Domani scapperà di mattina presto sul suo volo internazionale mentre io resterò altre tre ore ad aspettare il mio low-cost sul divano della hall dell’albergo fantasmagorico che stiamo raggiungendo. Avrà pagato, restituito la chiave magnetica e non sarà più possibile risalire dopo la colazione a riposare un po’.
Non sono registrata.

Bevo un sorso della minerale di cortesia poggiata sul ripiano tra le poltrone posteriori della Mercedes. Ho la bocca arida, vediamo se mi passa questa specie di nausea. Si sta proprio comodi, le due sedute sono spaziose, il largo bracciolo al centro le separa impedendo ogni contatto fisico. L’automobile scivola silenziosa come il suo autista impassibile. Non è come quando sali sugli Uber e ci trovi gente di tutti i tipi, disposta ad intrattenerti anche solo per i dieci minuti della corsa con la radio accesa. Qui è tutto immobile, grigio e muto. Come pattinare sul ghiaccio.
Allungo di nuovo il braccio sinistro e gli prendo la mano, intreccio le mie dita nelle sue. Mi piace la sensazione che dà lo spazio morbido e liscio in cui mi infilo, mi accompagna ancora in quella sorta di fiducia cieca e insensata, che poi è l’abbandono dell’amante senza rete alcuna. Per me, la forma più alta di amore.
Chauffeur, che dici tu? L’avrai mai provata una cosa così?

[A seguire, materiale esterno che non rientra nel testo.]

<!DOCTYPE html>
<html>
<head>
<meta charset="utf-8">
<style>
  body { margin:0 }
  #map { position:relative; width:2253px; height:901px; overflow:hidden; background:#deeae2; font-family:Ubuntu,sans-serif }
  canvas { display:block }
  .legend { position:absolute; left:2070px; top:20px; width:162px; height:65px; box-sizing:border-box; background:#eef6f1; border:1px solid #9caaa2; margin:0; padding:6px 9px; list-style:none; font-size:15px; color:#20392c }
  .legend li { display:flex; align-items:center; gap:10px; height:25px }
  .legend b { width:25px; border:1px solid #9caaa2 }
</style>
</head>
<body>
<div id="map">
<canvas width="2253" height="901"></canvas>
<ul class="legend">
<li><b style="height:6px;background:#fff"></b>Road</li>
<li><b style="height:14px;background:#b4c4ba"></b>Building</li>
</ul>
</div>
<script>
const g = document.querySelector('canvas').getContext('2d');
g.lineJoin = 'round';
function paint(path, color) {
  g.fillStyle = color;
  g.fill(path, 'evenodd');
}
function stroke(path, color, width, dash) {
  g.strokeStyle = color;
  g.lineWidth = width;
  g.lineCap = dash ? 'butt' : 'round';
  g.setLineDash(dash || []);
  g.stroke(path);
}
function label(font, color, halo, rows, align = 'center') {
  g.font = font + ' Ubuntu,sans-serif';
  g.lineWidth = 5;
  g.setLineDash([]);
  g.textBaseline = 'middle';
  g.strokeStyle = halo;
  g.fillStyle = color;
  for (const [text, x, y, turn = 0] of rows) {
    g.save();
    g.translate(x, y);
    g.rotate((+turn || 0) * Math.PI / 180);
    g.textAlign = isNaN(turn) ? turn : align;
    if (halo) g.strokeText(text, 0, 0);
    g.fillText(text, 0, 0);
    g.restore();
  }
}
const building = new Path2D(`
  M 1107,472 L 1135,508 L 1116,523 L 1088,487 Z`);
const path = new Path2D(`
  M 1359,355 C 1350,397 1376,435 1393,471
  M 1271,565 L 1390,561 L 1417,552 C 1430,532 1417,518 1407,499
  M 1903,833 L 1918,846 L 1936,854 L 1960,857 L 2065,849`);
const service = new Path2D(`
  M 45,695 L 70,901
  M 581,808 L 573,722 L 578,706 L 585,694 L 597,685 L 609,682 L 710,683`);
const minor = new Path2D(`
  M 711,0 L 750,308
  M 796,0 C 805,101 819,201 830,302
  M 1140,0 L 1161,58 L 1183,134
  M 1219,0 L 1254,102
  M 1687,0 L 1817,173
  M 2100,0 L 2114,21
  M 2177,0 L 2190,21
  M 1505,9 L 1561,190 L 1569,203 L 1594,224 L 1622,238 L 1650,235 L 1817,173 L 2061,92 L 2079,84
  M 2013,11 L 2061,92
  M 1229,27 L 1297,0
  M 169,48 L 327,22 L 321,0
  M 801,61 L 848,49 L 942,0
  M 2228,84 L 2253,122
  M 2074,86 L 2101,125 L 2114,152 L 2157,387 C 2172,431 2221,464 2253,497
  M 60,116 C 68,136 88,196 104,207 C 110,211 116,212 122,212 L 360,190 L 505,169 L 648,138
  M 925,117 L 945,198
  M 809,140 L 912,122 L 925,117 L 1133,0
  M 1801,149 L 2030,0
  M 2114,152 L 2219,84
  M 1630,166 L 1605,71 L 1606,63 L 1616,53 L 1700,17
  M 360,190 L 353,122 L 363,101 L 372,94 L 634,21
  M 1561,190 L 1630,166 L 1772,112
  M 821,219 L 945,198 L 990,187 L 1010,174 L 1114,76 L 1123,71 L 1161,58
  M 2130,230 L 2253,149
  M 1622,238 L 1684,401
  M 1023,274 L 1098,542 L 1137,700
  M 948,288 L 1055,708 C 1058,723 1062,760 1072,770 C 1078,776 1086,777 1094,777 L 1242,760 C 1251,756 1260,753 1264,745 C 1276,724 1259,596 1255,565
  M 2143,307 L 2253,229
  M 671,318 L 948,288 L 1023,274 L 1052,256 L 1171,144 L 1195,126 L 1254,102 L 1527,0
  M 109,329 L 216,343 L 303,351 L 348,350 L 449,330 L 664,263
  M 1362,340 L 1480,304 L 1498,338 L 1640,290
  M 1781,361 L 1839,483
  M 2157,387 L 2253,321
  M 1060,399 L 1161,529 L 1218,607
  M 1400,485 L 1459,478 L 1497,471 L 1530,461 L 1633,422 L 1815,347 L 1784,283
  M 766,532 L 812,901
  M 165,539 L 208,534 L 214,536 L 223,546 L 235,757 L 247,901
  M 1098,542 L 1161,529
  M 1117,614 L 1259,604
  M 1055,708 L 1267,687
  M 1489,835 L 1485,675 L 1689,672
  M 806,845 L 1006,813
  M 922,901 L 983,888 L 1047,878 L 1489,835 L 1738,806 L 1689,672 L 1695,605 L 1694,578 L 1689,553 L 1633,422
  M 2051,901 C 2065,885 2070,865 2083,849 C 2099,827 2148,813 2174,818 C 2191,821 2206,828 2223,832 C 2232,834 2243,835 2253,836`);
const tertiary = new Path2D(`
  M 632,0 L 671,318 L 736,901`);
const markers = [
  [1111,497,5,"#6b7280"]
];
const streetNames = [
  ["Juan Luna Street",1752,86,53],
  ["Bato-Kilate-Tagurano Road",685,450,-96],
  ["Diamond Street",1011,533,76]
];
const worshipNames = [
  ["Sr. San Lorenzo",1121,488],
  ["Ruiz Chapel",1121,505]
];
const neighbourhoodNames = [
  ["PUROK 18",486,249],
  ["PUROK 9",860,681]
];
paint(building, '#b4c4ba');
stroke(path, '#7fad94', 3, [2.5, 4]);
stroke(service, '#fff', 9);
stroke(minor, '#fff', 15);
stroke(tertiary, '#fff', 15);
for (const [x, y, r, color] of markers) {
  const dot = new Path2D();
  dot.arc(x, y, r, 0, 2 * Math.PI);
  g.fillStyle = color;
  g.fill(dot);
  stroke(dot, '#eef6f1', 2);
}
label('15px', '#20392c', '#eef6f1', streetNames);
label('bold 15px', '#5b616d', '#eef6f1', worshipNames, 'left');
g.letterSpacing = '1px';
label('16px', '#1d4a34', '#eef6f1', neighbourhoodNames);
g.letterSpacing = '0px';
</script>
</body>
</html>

Per giocare a questo gioco bisogna essere tosti, accettare l’inaccettabile. Cerchiamo l’equilibrio, ma ci innamoriamo di chi ce lo sposta. Magari anche tu, con quella faccia quadrata da aguzzino, piangi a casa tua in canottiera davanti a un film. E adesso stai sognando il caldo dei tropici e l’avventura, mentre guidi in questi paesaggi piatti e depressi.
Io, invece, stasera andrò a cena in un posto chic.
Guarderò il tavolo di fronte, dove, a proposito, ci sono due genitori troppo anziani per il bimbo seduto in mezzo, che non parlano tra loro ma gli riversano addosso un’apprensione accaldata perché scelga finalmente qualcosa dal menu.
E mi sentirò bene. Gettata nel mondo, ma libera di essere santa e puttana, derelitta e salvata.

Intanto l’auto rallenta, frena, infine si ferma e ci deposita in bocca all’entrata scintillante di un Hilton, con il portiere in livrea che si apposta subito al bagagliaio. Il mio uomo si affretta a recuperare il suo trolley e quasi non mi aspetta; anzi, come spesso succede, è già tre metri dentro la hall, avanzando a lunghe falcate e testa altissima.
Io scendo e passo sul retro per afferrare il mio zaino.
E in quell’attimo, nel fruscio dei soprabiti che si sfiorano di poco, mi sembra di sentire sottovoce: Nenne’.
Davanti a me, resta fermo come un soldato, lo chauffeur.
– Thank you, sir, goodbye.
Faccio solo qualche passo avanti, poi mi volto con la coda dell’occhio. È ancora piantato lì e mi fissa senza sorridere nemmeno con una ruga.
Poi, all’improvviso, volta la testa di scatto con quel gesto che indica inequivocabilmente un punto lontano, apre la bocca e mima: “Nenne’, fujetenne”.